Die Ausarbeitung einer Funktionsgeschichte des Lachens im Beziehungsfeld zwischen Ritualität und Textualität hat auch für die Erforschung des geistlichen Spiels Gestalt angenommen. Hier hatte Rainer Warning bereits 1974 leitende und bis heute noch aktuelle Erkenntnisse formuliert, die das Lachen über die burlesken Szenen im volkssprachigen Osterspiel als Überwindung der Teufelsfurcht und als rituelle Entlastungsfunktion erklären, eine Funktion, welche die kerygmatische Heilsvermittlung nicht leisten konnte.51 Seit dem 13. Jahrhundert gehören ‚komische‘ Szenen (Mercator- und Grabwächterszenen, die Höllenfahrt Jesu mit den dazugehörigen Teufelsdarstellungen sowie die Hortulanusszenen) zum festen Bestandteil geistlicher Osterspiele. Warning hatte diese von der Liturgie (noch in den Osterfeiern) ausgegrenzten Szenen als Wiedereinholung des Mythos (und damit ist das heidnisch-rituelle Substrat des vorchristlichen ostârûns gemeint) und somit eines agonalen Kampfes zwischen Gott und Dämon gesehen. Interessant für unseren Zusammenhang ist die Frage des Gelächters des Publikums über die Teufel. Warning geht von einem Lachen aus, das von der Spannung zwischen „ritueller Performanz“ und „theatralischer repraesentatio“ geprägt ist, also zwischen einer rahmenden rituellen Situation und einem von der theatralen Darstellung ausgehenden Anlass. Während erstere die überwundene Furcht vor dem Bösen rituell wiederholt, ist der in die Situation eingebettete, konkrete Lachanlass auf die Lächerlichkeit der mimetisch aufgeführten Teufelsfiguren bezogen. Diese hochinteressante These wird von Warning zwar des Öfteren formuliert, eine Beweisführung – gerade was den Lachanlass angeht – jedoch kaum je in Angriff genommen, sodass der Eindruck entsteht, die Funktionsmechanismen von grotesker Körperlichkeit lägen auf der Hand und müssten nicht mehr nachgewiesen werden.52 Jan-Dirk Müller hat unlängst darauf aufmerksam gemacht, dass dem nicht so ist, indem er die Körperlichkeit der Teufel als Kontrapunkt der heilsgeschichtlichen Botschaft verstanden wissen will: „In solchen Szenen drängt sich eine jede höhere Bedeutung abweisende, in der schieren Präsenz sich erschöpfende Körperhaftigkeit in den Vordergrund und blockiert und erschwert das heilsgeschichtliche Verständnis“.53

Diese im Anschluss an Warning formulierte Funktion des Körperlichen in den komischen Szenen ist kaum hinreichend mit der christlich-apokryphen Herkunft der Szenen erklärbar.
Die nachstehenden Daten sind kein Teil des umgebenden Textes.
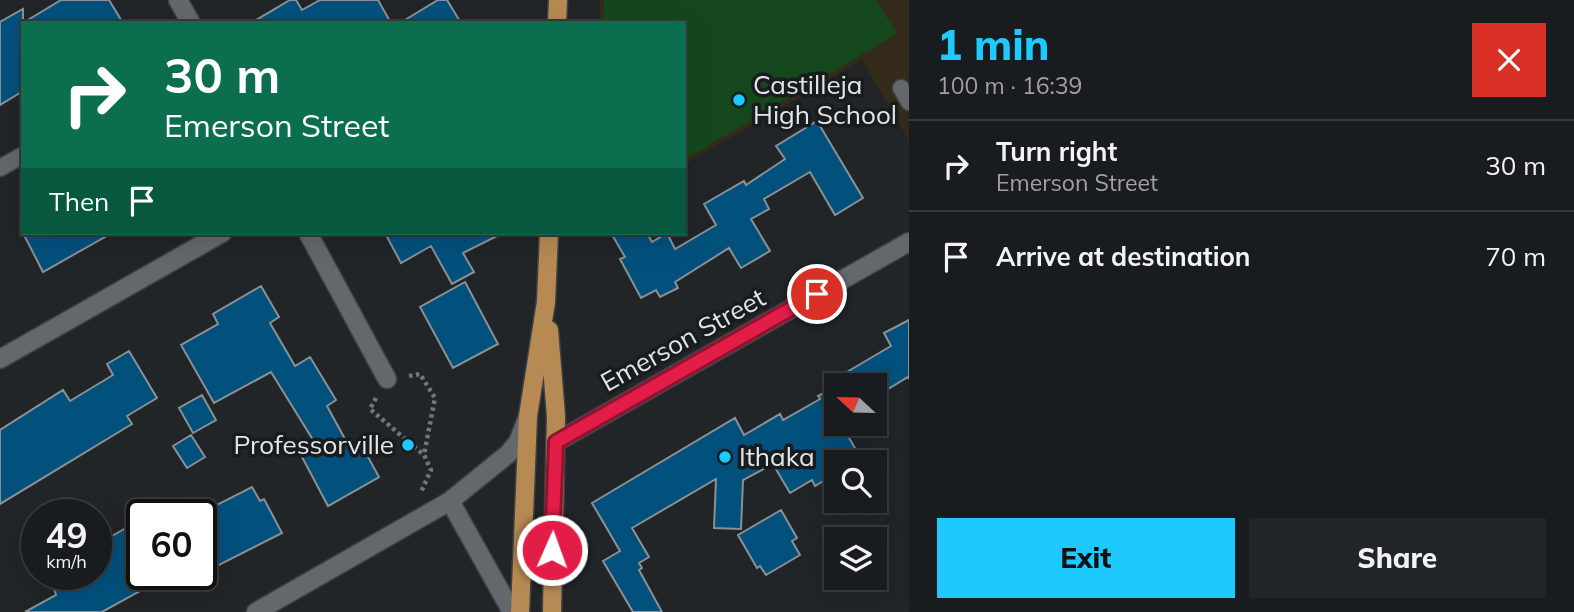 <!DOCTYPE html>
<html lang="en">
<head>
<meta charset="utf-8">
<style>
	:root { --surface:#191c1e; --page:#222527; --text:#f1f3f6; --muted:#9fa1a4; --line:#373a3c; --accent:#1ec9fd }
	body { margin:0; font-family:Mulish,sans-serif; background:var(--page); color:var(--text); height:100vh; display:flex; flex-direction:column; font-size:26px; white-space:nowrap }
	* { box-sizing:border-box; margin:0 }
	p { font-size:23px; color:var(--muted) }
	.icon { flex:none; width:38px; height:38px; fill:none; stroke:currentColor; stroke-width:2; stroke-linecap:round; stroke-linejoin:round }
	.map { position:relative; flex:1; overflow:hidden }
	.details { display:flex; flex-direction:column; background:var(--surface); width:665px }
	.details>* { flex:none }
	.banner { position:absolute; left:21px; top:21px; width:665px; height:214px; border-radius:0px; box-shadow:0 7px 28px #0002,0 0 0 2px var(--line); background:#0b6e4f; color:#fff; overflow:hidden }
	.needle { width:46px; rotate:292deg }
	.fabs { position:absolute; left:824px; top:373px; display:grid; gap:14px }
	.fabs a { display:grid; place-items:center; width:63px; height:63px; border-radius:0px; background:var(--surface); box-shadow:0 7px 28px #0002,0 0 0 2px var(--line); font-size:35px }
	.speed { position:absolute; left:21px; top:499px; display:flex; gap:14px; font-size:35px; font-weight:700; text-align:center }
	.speed>* { display:grid; place-content:center; width:91px; height:91px; border-radius:50%; background:var(--surface); box-shadow:0 7px 28px #0002,0 0 0 2px var(--line); line-height:1 }
	.speed small { font-size:18px; font-weight:400 }
	.speed .limit { border:4px solid #111; border-radius:10px; background:#fff; color:#111 }
	.pin { position:absolute; display:grid; place-items:center; width:60px; height:60px; color:#fff; margin:-30px; border:4px solid #fff; border-radius:50%; box-shadow:0 2px 7px #0007 }
	.me { position:absolute; width:77px; margin:-38px; rotate:2deg; stroke-linejoin:round; filter:drop-shadow(0 0 5px #0008) }
	.turn { display:flex; align-items:center; gap:24px; height:147px; padding:0 28px; font-size:32px }
	.turn .icon { width:91px; height:91px; stroke-width:2.5 }
	.turn b { display:block; font-size:49px; line-height:60px }
	.then { display:flex; align-items:center; height:66px; padding:0 28px; background:#0003; gap:14px; font-size:26px }
	.round { display:grid; place-items:center; flex:none; width:74px; height:74px; border-radius:0px; background:var(--page) }
	.headline { display:flex; align-items:center; justify-content:space-between; height:119px; padding:0 28px }
	h1 { font-size:42px; font-weight:800; line-height:52px; color:var(--accent) }
	.primary-button { display:flex; gap:14px; margin-top:auto; padding:14px 28px }
	.primary-button a { flex:1; height:80px; border-radius:0px; background:var(--accent); color:#111; font-size:28px; font-weight:800; line-height:80px; text-align:center }
	.primary-button a+a { background:var(--page); color:var(--text) }
	ul { padding:0; list-style:none }
	li { display:flex; align-items:center; gap:21px; height:91px; padding:0 28px; border-top:2px solid var(--line) }
	li div { flex:1 }
	li b { display:block; font-size:26px }
	li em { font-style:normal }
	main { display:flex; flex:1; min-height:0 }
	.map>svg:first-child { display:block }
	.education { fill:#342a1a }
	.green { fill:#14481c }
	.building { fill:#02517d; stroke:#8b9094; stroke-width:2 }
	.lines { fill:none; stroke-linecap:round; stroke-linejoin:round }
	.service-casing { stroke:#3f4245; stroke-width:19 }
	.minor-casing { stroke:#3f4245; stroke-width:21 }
	.primary-casing { stroke:#3f4245; stroke-width:21 }
	.path { stroke:#737679; stroke-width:4.5; stroke-dasharray:3.5 3.5; stroke-linecap:butt }
	.service { stroke:#64686c; stroke-width:16 }
	.minor { stroke:#64686c; stroke-width:18 }
	.primary { stroke:#b78a53; stroke-width:18 }
	.route-casing { stroke:#92132f; stroke-width:18 }
	.route { stroke:#e11d48; stroke-width:12 }
	.poi-dot { fill:#1ec9fd; stroke:#181c1e; stroke-width:2.5 }
	.labels { text-anchor:middle; stroke-width:7; stroke-linejoin:round; paint-order:stroke }
	.poi-label { font-size:26px; fill:#e3e6e8; stroke:#181c1e; text-anchor:start }
	.street-label { font-size:26px; fill:#e3e6e8; stroke:#181c1e }
</style>
</head>
<body>
<main>
<div class="map">
<svg width="909" height="612" viewBox="0 0 909 612">
	<rect width="100%" height="100%" fill="#212528"/>
	<path class="education" d="M600 0H909V141L862 60 684 165V23H599Z"/>
	<path class="green" d="M604 0H876L897 34 684 160V23H603Z"/>
	<path class="building" d="M61 0H109L123 23H23Z
		M290 0H296L302 10 320 0H378L391 23H251Z
		M438 0H447L461 23H400Z
		M23 9V91L0 105V22Z
		M817 121 863 198 835 215 810 172 764 199 769 209 751 219 770 251 741 268 729 248 675 282 678 288 660 297 656 290 641 298 620 259 625 257 611 233H647L652 242 667 233 675 249 716 225 704 204 744 181 746 185 785 159 776 146Z
		M23 233H112L43 272Z
		M385 233H503L463 253 474 272 452 284 431 246 401 263Z
		M465 282 498 344 453 368 420 307Z
		M261 286 279 317 270 323 295 366 310 357 336 400 327 406 351 450 361 444 379 477 328 506 302 457 318 448 271 372 214 403 181 345 218 324 213 314Z
		M909 320V379L908 377 875 397V385H836V420L831 424H841L863 462H836V473L815 486 812 480 790 493 773 464 743 480 741 529 714 528 716 479 632 528 649 557 639 563 642 568 639 570 662 612H633L603 561 620 551 592 503 735 418 744 435 780 414 783 420 820 399 818 396 828 391 825 385 891 346 884 333Z
		M129 351 157 398 127 416 132 424 0 504V430L63 390 70 401 113 375 107 364Z
		M202 395 216 420 193 433 179 408Z
		M191 435 205 457 187 468 173 446Z
		M252 487 260 501 264 499 282 533 217 566 201 536V513Z
		M781 510 797 538 792 541 800 555 766 575 760 566 757 568 738 535Z
		M142 519V590L102 612H25L56 595 54 589 65 583 61 574H96V545Z"/>
	<g class="lines">
		<g class="service-casing">
			<path id="service" d="M901 88 909 102
				M0 168 23 155"/>
		</g>
		<g class="minor-casing">
			<path id="minor" d="M178 0 191 23
				M308 233 387 379
				M0 359 222 233
				M556 442 909 242
				M450 501 512 612
				M256 612 450 501 508 454 518 442 527 419"/>
		</g>
		<g class="primary-casing">
			<path id="primary" d="M557 23 558 0
				M549 330 556 416 552 612
				M520 612 528 416 546 302 549 233"/>
		</g>
		<path class="path" d="M409 376 420 374 435 398 424 455 431 470 421 492
			M376 398 370 409 424 455"/>
		<use href="#service" class="service"/>
		<use href="#minor" class="minor"/>
		<use href="#primary" class="primary"/>
	</g>
	<g class="lines">
		<g class="route-casing">
			<path id="route" d="M552 550 556 442 817 294"/>
		</g>
		<use href="#route" class="route"/>
	</g>
	<g class="poi-dot">
		<circle cx="739" cy="100" r="7"/>
		<circle cx="408" cy="445" r="7"/>
		<circle cx="725" cy="457" r="7"/>
	</g>
	<g class="labels">
		<g class="poi-label">
			<text x="753" y="94">Castilleja<tspan x="753" dy="30">High School</tspan></text>
			<text x="394" y="454" text-anchor="end">Professorville</text>
			<text x="739" y="466">Ithaka</text>
		</g>
		<g class="street-label">
			<text transform="translate(683 340) rotate(-29)" y="9">Emerson Street</text>
		</g>
	</g>
</svg>
<div class="fabs">
<a><svg class="needle" viewBox="-14 -14 28 28"><path d="M0-13l5 13h-10z" fill="#e53935"/><path d="M0 13l5-13h-10z" fill="#9fa1a4"/></svg></a>
<a><svg class="icon" aria-label="search" viewBox="0 0 24 24"><circle cx="10" cy="10" r="6"/><path d="M15 15l6 6"/></svg></a>
<a><svg class="icon" aria-label="layers" viewBox="0 0 24 24"><path d="M12 4l9 5-9 5-9-5zM3 14l9 5 9-5"/></svg></a>
</div>
<div class="speed"><div>49<small>km/h</small></div><div class="limit">60</div></div>
<div class="pin" style="left:817px;top:294px;background:#d93025"><svg class="icon" aria-label="arrive" viewBox="0 0 24 24"><path d="M6 21V4h12l-3 4 3 4H6"/></svg></div>
<svg class="me" style="left:552px;top:550px" viewBox="-20 -20 40 40"><circle r="17" fill="#e11d48" stroke="#fff" stroke-width="3"/><path d="M0-11L8 9 0 5-8 9z" fill="#fff"/></svg>
<div class="banner">
<div class="turn"><svg class="icon" aria-label="right" viewBox="0 0 24 24"><path d="M7 20v-9h11M14 6l5 5-5 5"/></svg><div><b>30 m</b>Emerson Street</div></div>
<div class="then">Then<svg class="icon" aria-label="arrive" viewBox="0 0 24 24"><path d="M6 21V4h12l-3 4 3 4H6"/></svg></div>
</div>
</div>
<section class="details">
<div class="headline"><div><h1>1 min</h1><p>100 m · 16:39</p></div><a class="round" style="background:#d93025;color:#fff"><svg class="icon" aria-label="close" viewBox="0 0 24 24"><path d="M6 6l12 12M18 6L6 18"/></svg></a></div>
<ul>
<li><svg class="icon" aria-label="right" viewBox="0 0 24 24"><path d="M7 20v-9h11M14 6l5 5-5 5"/></svg><div><b>Turn right</b><p>Emerson Street</p></div><em>30 m</em></li>
<li><svg class="icon" aria-label="arrive" viewBox="0 0 24 24"><path d="M6 21V4h12l-3 4 3 4H6"/></svg><div><b>Arrive at destination</b></div><em>70 m</em></li>
</ul>
<div class="primary-button"><a>Exit</a><a>Share</a></div>
</section>
</main>
</body>
</html>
Die Vermutung Ridders, man verlache nicht mehr den Teufel, „sondern über die Unzulänglichkeit der Sünder“ ist kaum stichhaltig, da hier zwei verschiedene Lachanlässe gemeint sind.54 Überhaupt sind Versuche, das Lachen im Kontext des Sakralen erlösungstheologisch zu fassen, mit Bedacht zu lesen, denn sie führen sämtlich von dem von Warning ausgearbeiteten Körperlichen weg; auch verwischen sie in ihrem integrativen und essentialistischen Impetus vorsätzlich Grenzen zwischen Sakralem und Gelächter und nehmen dem Verhältnis so seine wichtige Spannung.55 Schlüssigere Antworten auf die Frage, wie das Lachen zum Sakralen des geistlichen Spiels steht, haben etwa Gerhard Wolf, Bruno Quast und Hildegard Keller gegeben.56 Sie greifen den Gedanken Warnings wieder auf, dass das Lachen im geistlichen Spiel ambivalent oszillierend ist: Es gilt dem überwundenen Bösen, das trotzdem noch furchtbar ist und als ein Teil der Wirklichkeit seine Anerkennung fordert.